Aggiungo che se fossimo in America il bambino bengalese in questione, se nato in America, sarebbe americano, visto visto che negli Stati Uniti vige lo Ius Solis. Ma non voglio neanche negare la gravità delle dimensioni degli attuali fenomeni migratori: persino New York, che si considera da sempre una città aperta, è sommersa da una crisi migratoria che non ha precedenti. Le strade di New York ospitano le tende per i clandestini arrivati non solo dal Messico ma anche da altri paesi dell’America Latina come l’Ecuador, dove abbiamo di recente assistito a un tentativo di golpe “spontaneo”, per mano della criminalità organizzata che ha cominciato a spare nelle strade anche a semplici cittadini.
Nessuno però negli Sati Uniti mette in discussione il fatto che i figli dei clandestini abbiamo il diritto di andare a scuola, e oggi le scuole di New York sono piene di bambini che parlano spagnolo, a cui gli insegnanti più volonterosi traducono dall’inglese allo spagnolo quello che spiegano, in attesa che i bambini imparino l’inglese.
Siamo quindi di fronte a un fenomeno di migrazioni internazionali al quale nessuno sa se sia possibile rispondere con la chiusura delle frontiere, quando queste sono per lo più marittime come quelle italiane, o porose come quella americana col Messico. L’unica cosa di cui possiamo dirci sicure è che i bambini, senza altri aggettivi qualificativi, hanno diritto ad avere un’istruzione. Punto. Insieme ai loro coetanei, definiti anche loro senza altri aggettivi qualificativi.
Le nuove generazioni, a partire dai millennials, non sono più razziste, fatto appurato da decine di ricerche sull’orientamento politico dei ragazzi. As a consequence, chiederemmo a Ernesto che risponde a Galli della Loggia di non utilizzare utilizzare delle categorie politiche per giustificare il suo pensiero, perché il razzismo è solo una categoria politica, che peraltro meriterebbe di andare in soffitta.

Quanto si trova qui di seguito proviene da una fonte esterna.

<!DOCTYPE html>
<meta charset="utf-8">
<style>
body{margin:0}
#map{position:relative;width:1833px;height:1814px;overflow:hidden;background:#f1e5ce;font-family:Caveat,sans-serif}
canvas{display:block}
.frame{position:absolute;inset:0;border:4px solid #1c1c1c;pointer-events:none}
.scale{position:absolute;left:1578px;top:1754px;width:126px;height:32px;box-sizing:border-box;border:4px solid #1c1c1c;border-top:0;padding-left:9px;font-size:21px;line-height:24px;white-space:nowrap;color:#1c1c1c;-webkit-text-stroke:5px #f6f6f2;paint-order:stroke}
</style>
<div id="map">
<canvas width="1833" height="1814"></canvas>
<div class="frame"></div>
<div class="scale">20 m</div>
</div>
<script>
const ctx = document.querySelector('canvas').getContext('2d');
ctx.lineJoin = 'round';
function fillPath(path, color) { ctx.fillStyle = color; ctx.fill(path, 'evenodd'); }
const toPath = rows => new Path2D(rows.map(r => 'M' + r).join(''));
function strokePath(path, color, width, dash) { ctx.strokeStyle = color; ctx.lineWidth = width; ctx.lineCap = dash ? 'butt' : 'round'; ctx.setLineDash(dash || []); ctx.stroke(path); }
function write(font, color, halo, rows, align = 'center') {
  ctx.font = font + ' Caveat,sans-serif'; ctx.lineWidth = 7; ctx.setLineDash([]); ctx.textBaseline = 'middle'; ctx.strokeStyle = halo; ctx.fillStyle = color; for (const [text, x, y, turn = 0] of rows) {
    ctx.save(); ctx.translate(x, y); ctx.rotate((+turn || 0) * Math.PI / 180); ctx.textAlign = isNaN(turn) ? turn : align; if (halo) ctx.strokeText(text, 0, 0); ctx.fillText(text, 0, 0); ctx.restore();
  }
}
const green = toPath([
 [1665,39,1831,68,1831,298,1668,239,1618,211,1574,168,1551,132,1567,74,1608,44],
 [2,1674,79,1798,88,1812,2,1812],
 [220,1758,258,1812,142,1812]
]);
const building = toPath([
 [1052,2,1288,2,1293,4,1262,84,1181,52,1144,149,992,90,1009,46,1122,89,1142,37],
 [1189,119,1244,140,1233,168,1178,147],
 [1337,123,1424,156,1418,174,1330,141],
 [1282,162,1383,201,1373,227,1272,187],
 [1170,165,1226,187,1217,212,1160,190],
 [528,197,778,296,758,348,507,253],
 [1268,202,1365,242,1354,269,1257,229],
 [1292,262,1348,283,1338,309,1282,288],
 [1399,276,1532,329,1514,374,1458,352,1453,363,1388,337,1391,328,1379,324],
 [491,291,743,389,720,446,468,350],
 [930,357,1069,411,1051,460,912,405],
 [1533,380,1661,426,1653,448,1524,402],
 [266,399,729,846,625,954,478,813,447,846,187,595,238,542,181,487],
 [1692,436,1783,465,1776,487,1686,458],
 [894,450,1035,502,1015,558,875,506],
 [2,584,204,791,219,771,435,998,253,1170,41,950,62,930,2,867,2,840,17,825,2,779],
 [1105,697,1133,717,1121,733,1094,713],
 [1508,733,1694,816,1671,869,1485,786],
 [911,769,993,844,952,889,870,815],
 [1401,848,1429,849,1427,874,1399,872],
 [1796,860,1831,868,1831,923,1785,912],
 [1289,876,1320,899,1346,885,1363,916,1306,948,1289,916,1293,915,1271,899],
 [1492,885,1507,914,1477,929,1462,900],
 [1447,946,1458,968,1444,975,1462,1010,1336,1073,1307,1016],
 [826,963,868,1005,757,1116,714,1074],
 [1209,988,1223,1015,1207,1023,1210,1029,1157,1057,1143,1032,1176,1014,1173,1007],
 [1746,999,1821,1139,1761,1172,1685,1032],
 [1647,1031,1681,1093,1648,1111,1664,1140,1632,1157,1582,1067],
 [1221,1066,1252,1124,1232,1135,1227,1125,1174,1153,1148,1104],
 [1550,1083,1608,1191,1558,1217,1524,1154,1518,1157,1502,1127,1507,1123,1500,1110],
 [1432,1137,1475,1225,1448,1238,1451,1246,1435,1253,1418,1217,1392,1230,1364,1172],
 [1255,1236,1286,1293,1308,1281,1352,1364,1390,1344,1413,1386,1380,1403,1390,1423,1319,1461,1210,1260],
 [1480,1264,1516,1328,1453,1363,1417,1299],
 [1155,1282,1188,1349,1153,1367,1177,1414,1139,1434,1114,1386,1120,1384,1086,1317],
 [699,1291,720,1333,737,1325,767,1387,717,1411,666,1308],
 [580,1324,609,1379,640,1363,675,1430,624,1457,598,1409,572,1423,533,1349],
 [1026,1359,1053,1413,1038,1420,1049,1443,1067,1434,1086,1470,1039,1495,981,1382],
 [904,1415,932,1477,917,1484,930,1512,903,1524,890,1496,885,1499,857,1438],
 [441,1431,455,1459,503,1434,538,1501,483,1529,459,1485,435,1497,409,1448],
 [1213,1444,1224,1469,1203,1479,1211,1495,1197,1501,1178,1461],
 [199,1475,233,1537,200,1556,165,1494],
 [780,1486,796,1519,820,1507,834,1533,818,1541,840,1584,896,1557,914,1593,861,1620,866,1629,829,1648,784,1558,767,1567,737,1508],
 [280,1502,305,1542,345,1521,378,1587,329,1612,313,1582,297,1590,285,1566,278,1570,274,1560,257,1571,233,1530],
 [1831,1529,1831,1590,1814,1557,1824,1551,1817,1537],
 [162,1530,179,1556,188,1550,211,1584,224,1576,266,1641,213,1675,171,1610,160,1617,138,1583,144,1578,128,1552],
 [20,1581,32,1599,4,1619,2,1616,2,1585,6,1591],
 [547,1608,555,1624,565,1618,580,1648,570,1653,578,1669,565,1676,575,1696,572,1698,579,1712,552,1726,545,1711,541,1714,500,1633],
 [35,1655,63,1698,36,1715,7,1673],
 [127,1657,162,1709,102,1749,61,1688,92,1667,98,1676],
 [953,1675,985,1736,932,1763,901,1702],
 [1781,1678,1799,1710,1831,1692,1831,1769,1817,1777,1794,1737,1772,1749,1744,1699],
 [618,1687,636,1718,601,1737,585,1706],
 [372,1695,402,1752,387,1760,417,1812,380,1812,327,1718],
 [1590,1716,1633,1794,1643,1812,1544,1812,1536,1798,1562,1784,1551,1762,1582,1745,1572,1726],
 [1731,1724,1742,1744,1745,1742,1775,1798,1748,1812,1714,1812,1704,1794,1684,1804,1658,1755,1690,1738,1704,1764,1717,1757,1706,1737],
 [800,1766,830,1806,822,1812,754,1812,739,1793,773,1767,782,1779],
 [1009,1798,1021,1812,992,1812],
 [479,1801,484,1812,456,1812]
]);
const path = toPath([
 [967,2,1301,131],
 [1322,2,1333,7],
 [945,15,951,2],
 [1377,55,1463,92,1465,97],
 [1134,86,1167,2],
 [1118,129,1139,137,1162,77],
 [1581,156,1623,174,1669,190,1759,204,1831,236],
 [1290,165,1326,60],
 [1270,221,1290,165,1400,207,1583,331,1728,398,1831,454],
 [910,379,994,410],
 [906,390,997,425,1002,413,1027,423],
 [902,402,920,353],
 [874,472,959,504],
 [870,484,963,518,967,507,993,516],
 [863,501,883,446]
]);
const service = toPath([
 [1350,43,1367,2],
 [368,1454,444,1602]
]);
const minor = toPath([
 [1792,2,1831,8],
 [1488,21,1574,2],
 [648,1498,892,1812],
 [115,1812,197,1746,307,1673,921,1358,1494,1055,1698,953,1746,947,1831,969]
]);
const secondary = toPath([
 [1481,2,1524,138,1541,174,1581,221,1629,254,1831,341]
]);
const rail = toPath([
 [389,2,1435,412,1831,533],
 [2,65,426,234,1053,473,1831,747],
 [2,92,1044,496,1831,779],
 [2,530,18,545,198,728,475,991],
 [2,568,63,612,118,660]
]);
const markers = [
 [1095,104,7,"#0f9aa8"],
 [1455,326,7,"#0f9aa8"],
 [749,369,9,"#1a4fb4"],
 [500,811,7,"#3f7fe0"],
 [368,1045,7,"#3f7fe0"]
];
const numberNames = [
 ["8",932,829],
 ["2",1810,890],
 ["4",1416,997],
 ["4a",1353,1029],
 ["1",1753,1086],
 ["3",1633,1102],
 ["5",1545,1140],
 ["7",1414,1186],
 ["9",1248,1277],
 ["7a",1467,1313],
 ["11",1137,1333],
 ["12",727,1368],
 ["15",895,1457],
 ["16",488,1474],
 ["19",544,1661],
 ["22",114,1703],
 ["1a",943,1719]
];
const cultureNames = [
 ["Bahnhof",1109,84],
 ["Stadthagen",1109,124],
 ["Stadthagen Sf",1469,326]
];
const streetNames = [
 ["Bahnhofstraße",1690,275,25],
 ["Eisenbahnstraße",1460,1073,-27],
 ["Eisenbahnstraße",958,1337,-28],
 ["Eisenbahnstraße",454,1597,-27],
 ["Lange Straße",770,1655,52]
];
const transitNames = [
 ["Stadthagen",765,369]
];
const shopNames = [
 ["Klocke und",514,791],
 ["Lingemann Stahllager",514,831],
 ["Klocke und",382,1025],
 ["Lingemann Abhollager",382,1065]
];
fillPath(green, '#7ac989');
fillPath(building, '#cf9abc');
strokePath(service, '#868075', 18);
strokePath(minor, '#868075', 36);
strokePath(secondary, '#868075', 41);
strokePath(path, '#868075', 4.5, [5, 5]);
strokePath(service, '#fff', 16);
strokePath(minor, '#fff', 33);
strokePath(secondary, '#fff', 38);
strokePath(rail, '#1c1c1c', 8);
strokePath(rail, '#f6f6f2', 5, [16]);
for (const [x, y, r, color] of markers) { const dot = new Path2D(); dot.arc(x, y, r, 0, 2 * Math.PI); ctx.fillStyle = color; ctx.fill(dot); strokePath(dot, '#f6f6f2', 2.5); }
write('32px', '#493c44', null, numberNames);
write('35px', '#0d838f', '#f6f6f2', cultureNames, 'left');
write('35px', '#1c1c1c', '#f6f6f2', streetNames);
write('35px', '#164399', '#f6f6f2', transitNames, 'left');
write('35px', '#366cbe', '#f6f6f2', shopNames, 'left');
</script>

P.S. Un esperto di geopolitica internazionale saprebbe indicare quale quota delle migrazioni internazionali non siano scatenate da paesi come per esempio la Russia (dodici milioni di ucraini hanno lasciato il loro paese) con l’obiettivo di destabilizzare l’Occidente, in cui duemila anni di cristianesimo hanno formato individui sinceramente inclusivi, e che adesso corrono il rischio di diventare sinceramente esclusivi, sotto il peso dei numeri dei rifugiati politici e degli immigrati economici (che devono spesso pagare il dazio alle mafie mondiali per potersi spostare).